English tokenizer

July 17th, 2010

When I build statistical language models (e.g. bigrams and trigrams) trained on a particular corpus or some set of documents, firstly I feel like taking a look at some statistical properties of the set, such as the total number of tokens, the average number of tokens per sentence or per utterance, and so on. Any set of documents, even one consisting of a tremendous number of newspaper articles, is biased in some manner from a statistical perspective, mainly because people collect the data in a particular domain or domains.

Suppose that I need a list of unique words from English sentences described in a text file sentences.txt. Then my initial step is often to use a crude shell command like this:


$ cat sentences.txt | tr ' ' '\n' | sed '/^$/ d' | sort | uniq > unique_words.txt

The list I obtain with this command is neither tokenized nor lemmatized, but it could be sufficient for a quick analysis where I try to get a handle on approximately how many unique words occur in the target document.
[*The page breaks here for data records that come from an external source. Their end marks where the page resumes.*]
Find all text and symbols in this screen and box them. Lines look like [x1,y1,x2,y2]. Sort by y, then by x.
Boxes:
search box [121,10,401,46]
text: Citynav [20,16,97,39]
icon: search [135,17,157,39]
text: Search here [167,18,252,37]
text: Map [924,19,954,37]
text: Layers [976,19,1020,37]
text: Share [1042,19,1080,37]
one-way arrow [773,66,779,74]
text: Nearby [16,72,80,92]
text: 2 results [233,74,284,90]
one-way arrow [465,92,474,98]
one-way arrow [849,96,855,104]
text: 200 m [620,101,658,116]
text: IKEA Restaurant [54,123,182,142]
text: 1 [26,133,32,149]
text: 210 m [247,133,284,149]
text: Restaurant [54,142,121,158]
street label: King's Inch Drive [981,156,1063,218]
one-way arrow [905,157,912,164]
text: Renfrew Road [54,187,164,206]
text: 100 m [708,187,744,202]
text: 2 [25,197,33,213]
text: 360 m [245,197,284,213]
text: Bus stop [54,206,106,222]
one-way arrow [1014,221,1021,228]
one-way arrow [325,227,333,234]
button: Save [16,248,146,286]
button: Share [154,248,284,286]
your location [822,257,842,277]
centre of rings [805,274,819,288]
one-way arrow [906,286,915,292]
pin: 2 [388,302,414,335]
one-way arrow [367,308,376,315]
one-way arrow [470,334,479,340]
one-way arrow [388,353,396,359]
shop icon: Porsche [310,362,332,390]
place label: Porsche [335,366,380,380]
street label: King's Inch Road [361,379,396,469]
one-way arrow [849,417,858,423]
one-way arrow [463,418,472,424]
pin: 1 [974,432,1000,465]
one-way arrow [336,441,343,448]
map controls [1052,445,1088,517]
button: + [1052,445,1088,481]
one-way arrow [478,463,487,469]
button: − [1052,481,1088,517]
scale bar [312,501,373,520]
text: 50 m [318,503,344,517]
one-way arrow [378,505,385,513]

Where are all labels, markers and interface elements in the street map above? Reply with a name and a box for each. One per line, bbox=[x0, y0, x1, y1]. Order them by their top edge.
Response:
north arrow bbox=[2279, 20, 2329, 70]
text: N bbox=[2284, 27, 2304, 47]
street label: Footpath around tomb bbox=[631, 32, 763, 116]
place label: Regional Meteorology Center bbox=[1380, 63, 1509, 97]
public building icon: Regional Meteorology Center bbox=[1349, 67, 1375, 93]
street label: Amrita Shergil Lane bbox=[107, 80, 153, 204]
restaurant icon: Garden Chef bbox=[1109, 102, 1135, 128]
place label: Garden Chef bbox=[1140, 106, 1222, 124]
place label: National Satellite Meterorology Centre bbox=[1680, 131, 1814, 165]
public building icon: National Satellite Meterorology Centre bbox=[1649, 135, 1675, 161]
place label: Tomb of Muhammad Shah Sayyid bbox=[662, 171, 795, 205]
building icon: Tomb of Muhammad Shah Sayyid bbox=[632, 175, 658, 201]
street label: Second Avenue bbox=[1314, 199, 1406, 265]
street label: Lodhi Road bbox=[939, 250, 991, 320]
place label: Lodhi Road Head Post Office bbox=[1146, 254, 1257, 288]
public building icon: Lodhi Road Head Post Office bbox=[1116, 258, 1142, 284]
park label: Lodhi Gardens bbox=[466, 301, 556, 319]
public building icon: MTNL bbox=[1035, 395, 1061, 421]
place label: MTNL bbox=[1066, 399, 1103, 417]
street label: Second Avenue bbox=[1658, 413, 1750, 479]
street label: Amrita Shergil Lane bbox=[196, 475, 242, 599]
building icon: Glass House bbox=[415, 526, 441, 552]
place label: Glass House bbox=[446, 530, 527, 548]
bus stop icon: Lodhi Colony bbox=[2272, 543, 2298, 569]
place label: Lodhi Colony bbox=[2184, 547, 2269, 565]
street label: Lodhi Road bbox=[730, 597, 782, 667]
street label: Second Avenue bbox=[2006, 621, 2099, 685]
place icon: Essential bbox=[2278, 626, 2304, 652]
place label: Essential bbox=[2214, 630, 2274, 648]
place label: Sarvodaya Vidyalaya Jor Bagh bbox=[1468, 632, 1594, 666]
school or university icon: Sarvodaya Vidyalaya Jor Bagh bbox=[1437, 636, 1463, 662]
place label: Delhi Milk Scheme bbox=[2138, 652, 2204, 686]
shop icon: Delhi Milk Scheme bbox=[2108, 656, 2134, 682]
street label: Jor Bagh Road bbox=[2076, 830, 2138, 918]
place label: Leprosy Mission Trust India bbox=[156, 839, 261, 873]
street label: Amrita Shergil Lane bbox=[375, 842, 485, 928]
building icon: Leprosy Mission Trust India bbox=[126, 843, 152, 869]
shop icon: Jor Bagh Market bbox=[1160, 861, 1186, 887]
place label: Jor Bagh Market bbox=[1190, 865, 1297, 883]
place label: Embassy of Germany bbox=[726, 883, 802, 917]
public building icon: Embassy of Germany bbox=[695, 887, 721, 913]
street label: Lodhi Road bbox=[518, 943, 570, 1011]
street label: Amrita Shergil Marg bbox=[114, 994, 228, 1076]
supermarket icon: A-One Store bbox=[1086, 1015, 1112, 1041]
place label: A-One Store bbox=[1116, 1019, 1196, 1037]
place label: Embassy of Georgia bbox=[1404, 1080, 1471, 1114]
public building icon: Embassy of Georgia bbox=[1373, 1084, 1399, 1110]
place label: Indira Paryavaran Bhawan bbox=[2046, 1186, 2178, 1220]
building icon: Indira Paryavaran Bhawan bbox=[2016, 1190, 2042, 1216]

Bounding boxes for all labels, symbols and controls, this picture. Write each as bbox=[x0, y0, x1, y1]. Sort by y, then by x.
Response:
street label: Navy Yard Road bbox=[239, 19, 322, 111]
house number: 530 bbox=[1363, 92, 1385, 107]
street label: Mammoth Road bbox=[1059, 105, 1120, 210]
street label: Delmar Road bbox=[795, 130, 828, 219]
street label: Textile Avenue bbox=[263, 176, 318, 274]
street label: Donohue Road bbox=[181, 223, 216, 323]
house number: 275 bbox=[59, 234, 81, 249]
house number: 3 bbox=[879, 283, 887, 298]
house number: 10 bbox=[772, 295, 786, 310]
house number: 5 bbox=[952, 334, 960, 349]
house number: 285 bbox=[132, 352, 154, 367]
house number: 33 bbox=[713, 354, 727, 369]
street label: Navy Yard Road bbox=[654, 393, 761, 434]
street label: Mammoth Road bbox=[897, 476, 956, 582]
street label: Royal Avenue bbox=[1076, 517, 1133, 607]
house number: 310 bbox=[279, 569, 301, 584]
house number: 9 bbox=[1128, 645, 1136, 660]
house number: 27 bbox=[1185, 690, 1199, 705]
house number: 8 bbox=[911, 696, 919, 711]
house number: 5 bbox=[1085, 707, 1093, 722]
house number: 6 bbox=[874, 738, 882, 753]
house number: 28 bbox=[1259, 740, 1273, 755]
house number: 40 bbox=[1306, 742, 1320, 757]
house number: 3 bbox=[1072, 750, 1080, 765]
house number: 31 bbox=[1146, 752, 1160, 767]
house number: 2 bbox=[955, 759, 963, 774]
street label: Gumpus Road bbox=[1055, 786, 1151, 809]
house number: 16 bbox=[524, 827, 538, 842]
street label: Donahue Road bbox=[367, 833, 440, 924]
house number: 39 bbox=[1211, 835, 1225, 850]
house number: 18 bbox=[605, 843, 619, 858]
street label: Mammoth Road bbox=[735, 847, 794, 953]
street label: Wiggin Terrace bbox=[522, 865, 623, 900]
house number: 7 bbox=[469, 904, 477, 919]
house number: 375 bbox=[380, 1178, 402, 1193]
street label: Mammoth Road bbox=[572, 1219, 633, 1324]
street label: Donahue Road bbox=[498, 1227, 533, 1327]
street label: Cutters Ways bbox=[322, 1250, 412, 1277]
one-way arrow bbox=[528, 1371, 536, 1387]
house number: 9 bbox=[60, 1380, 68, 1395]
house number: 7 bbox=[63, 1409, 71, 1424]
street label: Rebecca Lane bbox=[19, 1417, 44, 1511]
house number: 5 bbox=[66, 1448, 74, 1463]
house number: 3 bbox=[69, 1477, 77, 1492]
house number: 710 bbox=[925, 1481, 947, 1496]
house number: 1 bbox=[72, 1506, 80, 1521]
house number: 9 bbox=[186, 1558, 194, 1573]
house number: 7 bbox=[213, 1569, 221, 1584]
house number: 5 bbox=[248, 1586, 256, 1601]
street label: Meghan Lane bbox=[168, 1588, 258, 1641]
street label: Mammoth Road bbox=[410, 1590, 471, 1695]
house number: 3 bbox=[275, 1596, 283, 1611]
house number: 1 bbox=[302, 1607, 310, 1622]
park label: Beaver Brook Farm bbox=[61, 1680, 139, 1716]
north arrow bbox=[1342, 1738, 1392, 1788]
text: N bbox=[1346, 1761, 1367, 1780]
If I need a more complicated analysis like extracting a list of unique words with their frequencies, the next step is likely to involve tokenization. A range of tokenization algorithms have so far been proposed according to respective natural languages. As for English, it seems that the simplest way is to build a tokenizer with regular expressions, as mentioned in Jurafsky and Martin 2000. For future reference, I will attach my Java code for English tokenization to this post.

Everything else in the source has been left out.